Mazboudi studied at the Faculty of Law at Sorbonne. Moreover, he obtained a PhD in Economics from the University of Paris in 1951. Mazboudi worked at the Ministry of Finance between 1948 and 1966. He represented the Lebanese government abroad on multiple occasions; he was a member of Lebanese delegations to the Arab League Economic Council between 1961 and 1965, headed the Lebanese delegation in talks with the French government over a Double Taxation Agreement and in 1963 he negotiated an agreement with the UAR government on Lebanese properties that had been nationalized in Egypt. In 1963 he was included in a committee dedicated to study relations between Lebanon and the European Economic Community. In 1964 he co-founded the Development Studies Association along with Charles Rizk and Hassan Saab; an organization that promoted multi-disciplinary approach to planning issues in Lebanon and was active until 1988.

Between 1966 and 1972 he served as the Secretary General of the Agriculture, Industry and Real Estate Development Bank. As of 1965 he served as General Financial Inspector of the Beirut Municipality.

Mazboudi served on the Makassed Board between 1966 and 1973.

==Entry into politics==
Mazboudi entered politics in 1968, standing as an independent candidate for one of the Sunni seats in the 1968 Lebanese general election in Beirut III. He was not elected, having obtained 9,396 votes.

He again contested the 1972 Lebanese general election in Beirut III, as a candidate on the list of Saeb Salam. He was elected to parliament, having received 16,489 votes.

==Parliamentarian and minister==
Mazboudi served as minister of planning 1974–1975. Mazboudi was one of four cabinet ministers that resigned from the government on May 12, 1975, along with Joseph Skaff (Defence), Adel Osseiran (Justice) and Suleiman Ali (Agriculture). In the midst of the Lebanese Civil War, he served as Special Envoy of President Elias Sarkis 1976–1982.

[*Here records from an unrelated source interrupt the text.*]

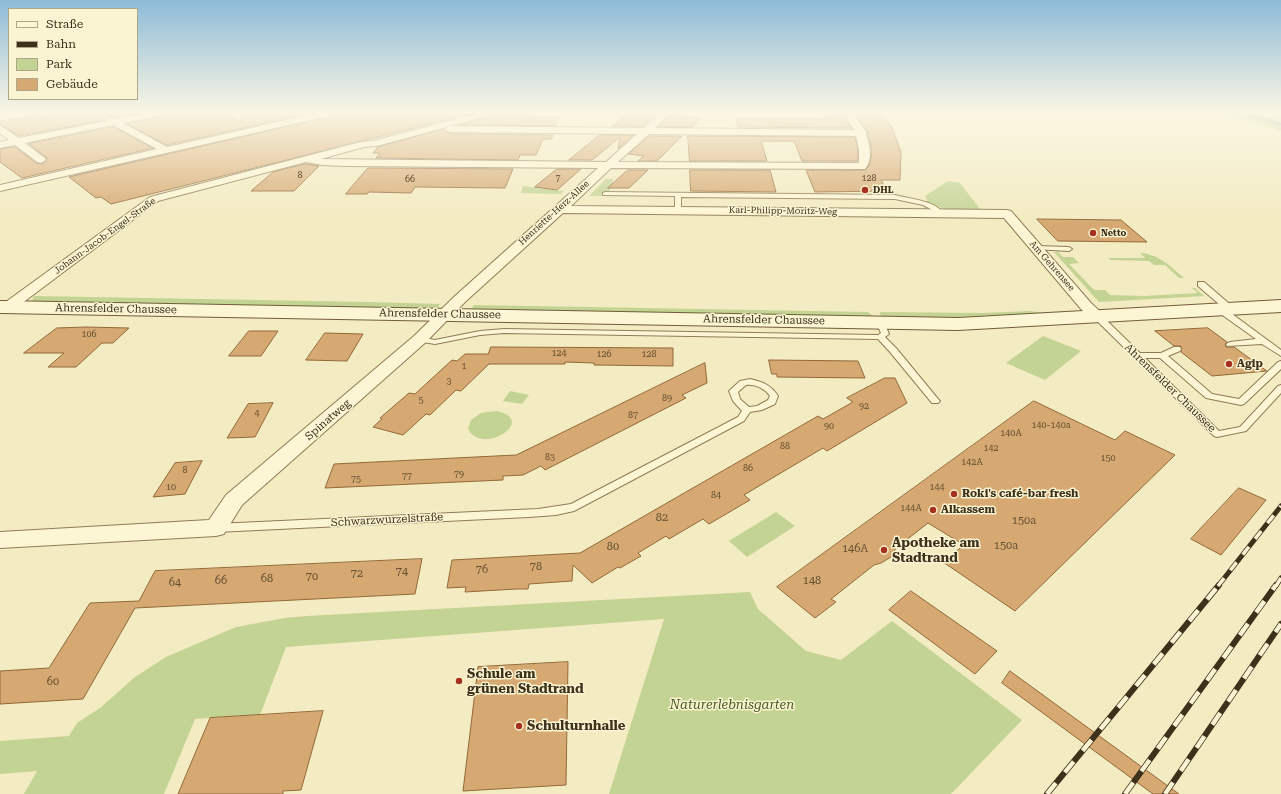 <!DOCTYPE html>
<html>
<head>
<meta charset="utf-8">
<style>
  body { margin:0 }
  #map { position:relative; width:1281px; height:794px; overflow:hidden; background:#f3ebc1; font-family:"Roboto Serif",serif }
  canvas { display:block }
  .legend { position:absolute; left:8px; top:8px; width:130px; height:92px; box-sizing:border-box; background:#faf4d2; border:1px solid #aea689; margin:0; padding:5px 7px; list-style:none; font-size:12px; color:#3d311c }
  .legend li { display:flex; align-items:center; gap:8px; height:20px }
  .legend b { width:20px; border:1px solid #aea689 }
</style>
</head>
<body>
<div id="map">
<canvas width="1281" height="794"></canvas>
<ul class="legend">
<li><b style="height:5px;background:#fdf6d5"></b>Straße</li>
<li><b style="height:5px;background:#3d311c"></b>Bahn</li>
<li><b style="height:11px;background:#c3d393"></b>Park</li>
<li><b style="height:11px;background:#d6a972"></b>Gebäude</li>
</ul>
</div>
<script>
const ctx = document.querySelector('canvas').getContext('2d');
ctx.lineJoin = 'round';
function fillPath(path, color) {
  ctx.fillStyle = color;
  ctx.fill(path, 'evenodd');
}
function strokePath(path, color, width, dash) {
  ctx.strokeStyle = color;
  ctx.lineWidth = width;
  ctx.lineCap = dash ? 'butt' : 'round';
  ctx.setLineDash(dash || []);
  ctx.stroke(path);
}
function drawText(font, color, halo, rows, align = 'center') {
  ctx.font = font + ' "Roboto Serif",serif';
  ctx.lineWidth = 3;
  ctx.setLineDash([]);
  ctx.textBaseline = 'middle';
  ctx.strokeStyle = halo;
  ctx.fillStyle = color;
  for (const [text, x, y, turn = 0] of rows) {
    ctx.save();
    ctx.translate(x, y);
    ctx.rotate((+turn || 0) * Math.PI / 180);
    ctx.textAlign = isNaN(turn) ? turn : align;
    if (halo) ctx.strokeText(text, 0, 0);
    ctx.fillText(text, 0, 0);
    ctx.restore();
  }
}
const green = new Path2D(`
  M1219,113H1281V131Z
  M606,179H613L612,188L610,189L609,193H605L604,196H589Z
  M948,181L960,183L980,209H945L928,202L925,196Z
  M523,186L564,191L560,194L521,193Z
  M1054,252H1058L1063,257H1073L1079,263L1069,264L1094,290H1105L1110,295L1144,296L1198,293L1192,288H1195L1204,296L1099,302Z
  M1140,253C1159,254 1170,266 1184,278H1179L1165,265H1154L1149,261L1111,260L1108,258H1145Z
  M34,296L369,302L440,304L437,310L34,303L32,301Z
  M474,305L868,312L875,318L470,311Z
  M1031,311L1043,313L952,319L881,318L880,312L983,313Z
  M1043,336L1081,351L1045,380L1006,363Z
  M510,391L529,395L522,404L503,401Z
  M496,411C539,419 483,457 468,429L471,420L481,413Z
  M776,512L795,526L747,557L729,541Z
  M750,592L758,609L806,651L841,660L892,621L1022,720L951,794H609L664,619L286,647L260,715L195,719L164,794H24L37,771L0,774V741L69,736L77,723L100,708L135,677L166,657L236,627L285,618L307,616Z`);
const stream = new Path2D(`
  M1240,113L1281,124`);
const building = new Path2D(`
  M63,113H140L115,117H107L105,120L19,136L0,124V121L35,115L39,117Z
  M165,113H224L238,121L245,118L240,113H311L167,145L127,124L159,117Z
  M334,113H474L111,204L101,197L96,198L69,177L328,117Z
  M494,113H530L531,117H559L556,126L461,125L491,116Z
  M629,113H645L657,114L643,126H612L620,120L622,122V118Z
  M862,113H881L891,125L901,152L900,180H881L887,191L815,192L806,170H865L869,166L872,152L868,132L856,115H863Z
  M670,115L682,116L701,118L692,127H659Z
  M823,115H843L851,128L738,127L736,118L826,119Z
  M113,127L153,148L22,178L0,162V149L15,147L36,163L42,164L47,160L46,157L29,144Z
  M444,129L450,134L553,135L551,139H543L536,155H520L518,160L376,158L380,153H373L378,147Z
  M600,135H633L618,149L620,137L592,160H569Z
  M650,136H682L657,161H638L644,156L629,154Z
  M688,136L855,137L858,150V161H802L794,141H761L767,161H690Z
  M306,164L319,166L294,191H251L273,172Z
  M368,168L513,169L505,188L415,187L411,193L369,192L367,194H346Z
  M557,169H581L557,190L535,187Z
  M628,170H648L629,188H608Z
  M690,170H770L776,192L691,191Z
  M1037,219L1121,220L1147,242L1058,241Z
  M57,328L86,327L129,328L113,343H102L76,367H48L64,353H24Z
  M1208,328L1227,342L1225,344L1226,347H1234L1267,371L1212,376L1181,352V346H1174L1155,331Z
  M249,331H278L261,356H229Z
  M325,333L363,334L347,361L306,360Z
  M491,347L673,348V366L594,365V363L565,362V364H489L461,391L456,390L430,415L426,414L403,435L373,427L382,419L380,418L409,393L415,394L452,360L457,361L465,354H488Z
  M769,360L858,361L865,378L777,377V374H772Z
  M705,363L707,383L682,395L686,398L545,470L541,466L523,475L503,476V480L325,488L334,464L516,455Z
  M885,378H895L907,403L827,451L823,448L774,477L744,495L750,500L709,524L703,519L669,539L666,536L638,553L641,556L620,568L618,567L592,583L573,565L572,581L529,584L528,589H516L465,592L466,587L447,588L452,560L580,553L818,416L823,419L853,402L847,398Z
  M1034,401L1115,440L1125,431L1175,455L1015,611L943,562L964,545L928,523L896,548L891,557L881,563L874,565L831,599L836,602L815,618L777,587Z
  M273,403L255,437L227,438L248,404Z
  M202,461L185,494L153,497L175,463Z
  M1239,488L1266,500L1221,555L1191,539Z
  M422,559L415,594L135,608L83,699L0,704V671L49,668L90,603L139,601L155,571Z
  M911,591L997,651L975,674L889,610Z
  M568,662L566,785L463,791L478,667Z
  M1010,671L1179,794H1153L1002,683Z
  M323,711L301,790L283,791V794H178L210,718Z`);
const lane = new Path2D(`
  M605,192L895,195C910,199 932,200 943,212L938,213L923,205L895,199L681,197V210L678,212L675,210V196L603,195V193Z
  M1036,246L1069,247L1072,249L1069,251L1034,249L1033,248Z
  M1198,282H1204L1233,307V311H1227L1198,286Z
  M1218,308H1224L1281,350V356L1262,344L1227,346L1226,344L1230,342L1256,339L1218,312Z
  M1095,315H1101L1140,353H1161L1174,347H1180L1181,349L1180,351L1168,356L1212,394L1239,399L1278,362L1281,361V369L1244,404L1241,405L1206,398L1160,358H1145L1219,431L1240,427L1278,386L1281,385V393L1246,431L1217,437L1214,436L1095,319L1094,317Z
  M877,320H883L889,334L885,337L896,348L938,399L940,401L938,403H932L890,352L878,339L504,333L480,335L435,344L417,341L416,339L420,337L435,340L480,331L504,329L878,335L881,333L876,322Z
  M750,379C763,382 771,385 778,396L775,404L762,410L750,412L744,421L574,511L556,515L529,517L216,532L212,531L210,528L212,525L216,524L538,509L571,504L738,417L742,411L733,401L729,391L740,381ZM746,385C755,384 764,388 770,396L768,400L757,406L749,407L740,399L738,392Z`);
const street = new Path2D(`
  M147,113H164L159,116L123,123L167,147L317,113H333L328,116L0,191V185L157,149L113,125L25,143L45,158L46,160L41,163L37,162L15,145L0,148V142L9,140L0,133V125L19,138L106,121L107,118L115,119Z
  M225,113H237L244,117L239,120Z
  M479,113H493L491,115L450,126L644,128L661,113H670L655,128L854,130L844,113H853L867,133L866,135C870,145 873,160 865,169L611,168L571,206L1007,210L1011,211L1091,303L1106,317L1103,320C1093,323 1088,316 1081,309L1004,218L563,213L465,302L426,342L242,505L224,534L216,536L0,548V532L209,520L226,495L414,336L455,296L598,168L344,166L322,165L306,162L158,201L13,310L8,312L3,310L0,307L3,304L150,197L360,142L373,141ZM447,127L445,129L447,131L450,132L637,134L606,162L321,159L364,147L377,146ZM649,134L856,136L859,150V163L618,162Z`);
const secondary = new Path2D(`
  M1281,300V312L958,330L0,313V301L958,318Z`);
const railFar1 = new Path2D(`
  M1218,586L1281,506
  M1276,586L1281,578`);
const rail = new Path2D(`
  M1047,794L1219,585
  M1125,794L1276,585
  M1165,794L1281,624`);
const markers = [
  [865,190,4,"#a6301e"],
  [1093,233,4,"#a6301e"],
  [1229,364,4,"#a6301e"],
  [954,494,4,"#a6301e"],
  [933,510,4,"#a6301e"],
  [884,550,4,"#a6301e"],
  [459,681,4,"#a6301e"],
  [519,726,4,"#a6301e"]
];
const numberNames = [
  ["8",300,175],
  ["7",558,178],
  ["128",869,178],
  ["66",410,179],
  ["106",89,334],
  ["124",559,353],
  ["126",604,354],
  ["128",649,354],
  ["1",464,366],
  ["3",449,381],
  ["89",667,398],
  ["5",421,400],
  ["92",864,406],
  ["4",257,413],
  ["87",633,415],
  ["140-140a",1051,425],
  ["90",829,426],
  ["140A",1011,433],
  ["88",785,446],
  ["142",991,448],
  ["83",550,457],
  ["150",1108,458],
  ["142A",972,462],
  ["86",748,468],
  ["8",185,470],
  ["79",459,474],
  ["77",407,476],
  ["75",356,479],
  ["10",171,487],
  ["144",937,487],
  ["84",716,495],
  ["144A",911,508]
];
const farPoinames = [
  ["DHL",873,190],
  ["Netto",1101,233]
];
const farStreetnames = [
  ["Karl-Philipp-Moritz-Weg",783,211,1],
  ["Henriette-Herz-Allee",554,213,-42],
  ["Johann-Jacob-Engel-Straße",105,236,-36],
  ["Am Gehrensee",1052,266,49]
];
const streetNames = [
  ["Ahrensfelder Chaussee",116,309,1],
  ["Ahrensfelder Chaussee",440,314,1],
  ["Ahrensfelder Chaussee",764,320,1],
  ["Ahrensfelder Chaussee",1170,388,44],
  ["Spinatweg",328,420,-41],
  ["Schwarzwurzelstraße",387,520,-3]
];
const poiNames = [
  ["Agip",1237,364],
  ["Roki's café-bar fresh",962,494],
  ["Alkassem",941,510]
];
const nearNumbernames = [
  ["82",662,518],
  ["150a",1024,521],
  ["150a",1006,546],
  ["80",613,547],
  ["146A",855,549],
  ["78",536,567],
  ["76",482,570],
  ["74",402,572],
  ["72",357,574],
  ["70",312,577],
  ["68",267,579],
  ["66",221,581],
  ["148",812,581],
  ["64",175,583],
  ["60",53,682]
];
const nearPoinames = [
  ["Apotheke am",892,543],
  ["Stadtrand",892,558],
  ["Schule am",467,674],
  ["grünen Stadtrand",467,689],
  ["Schulturnhalle",527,726]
];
const nearParknames = [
  ["Naturerlebnisgarten",732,705]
];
fillPath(green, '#c3d393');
strokePath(stream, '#699590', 3);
fillPath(building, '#d6a972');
strokePath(building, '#926838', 1);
strokePath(lane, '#8f7c56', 2);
strokePath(street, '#8f7c56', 2);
strokePath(secondary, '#715d39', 2);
fillPath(lane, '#fdf6d5');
fillPath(street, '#fdf6d5');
fillPath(secondary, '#fdf6d5');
strokePath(railFar1, '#3d311c', 5);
strokePath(rail, '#3d311c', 6);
strokePath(railFar1, '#faf4d2', 3.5, [10]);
strokePath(rail, '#faf4d2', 4.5, [14]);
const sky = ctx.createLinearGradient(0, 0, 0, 224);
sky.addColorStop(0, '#8dbbd8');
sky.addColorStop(0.5, '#faf6e3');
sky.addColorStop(1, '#faf6e300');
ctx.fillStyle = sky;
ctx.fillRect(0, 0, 1281, 224);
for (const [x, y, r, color] of markers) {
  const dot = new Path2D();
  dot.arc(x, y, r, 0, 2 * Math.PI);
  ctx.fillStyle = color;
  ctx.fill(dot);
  strokePath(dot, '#faf4d2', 1.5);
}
drawText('9px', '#634f32', null, numberNames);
drawText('bold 9px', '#3d311c', '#faf4d2', farPoinames, 'left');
drawText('9px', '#3d311c', '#faf4d2', farStreetnames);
drawText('11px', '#3d311c', '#faf4d2', streetNames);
drawText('bold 11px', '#3d311c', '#faf4d2', poiNames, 'left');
drawText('11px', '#634f32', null, nearNumbernames);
drawText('bold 13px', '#3d311c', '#faf4d2', nearPoinames, 'left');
drawText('italic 13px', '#455c20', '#faf4d2', nearParknames);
</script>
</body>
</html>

He was a member of the Islamic Gathering, Islamic Encounter, Democratic Parliamentary Front and the Independent Parliamentary Gathering factions in the Lebanese parliament. He took part in the Taif Agreement talks.

Mazboudi served as Minister of National Education and Fine Arts in the 1992 cabinet of Rachid Solh. He lost his parliamentary seat in the 1992 Lebanese general election. Following the election, Mazboudi retired from politics.

Mazboudi died from a heart attack on December 3, 2000.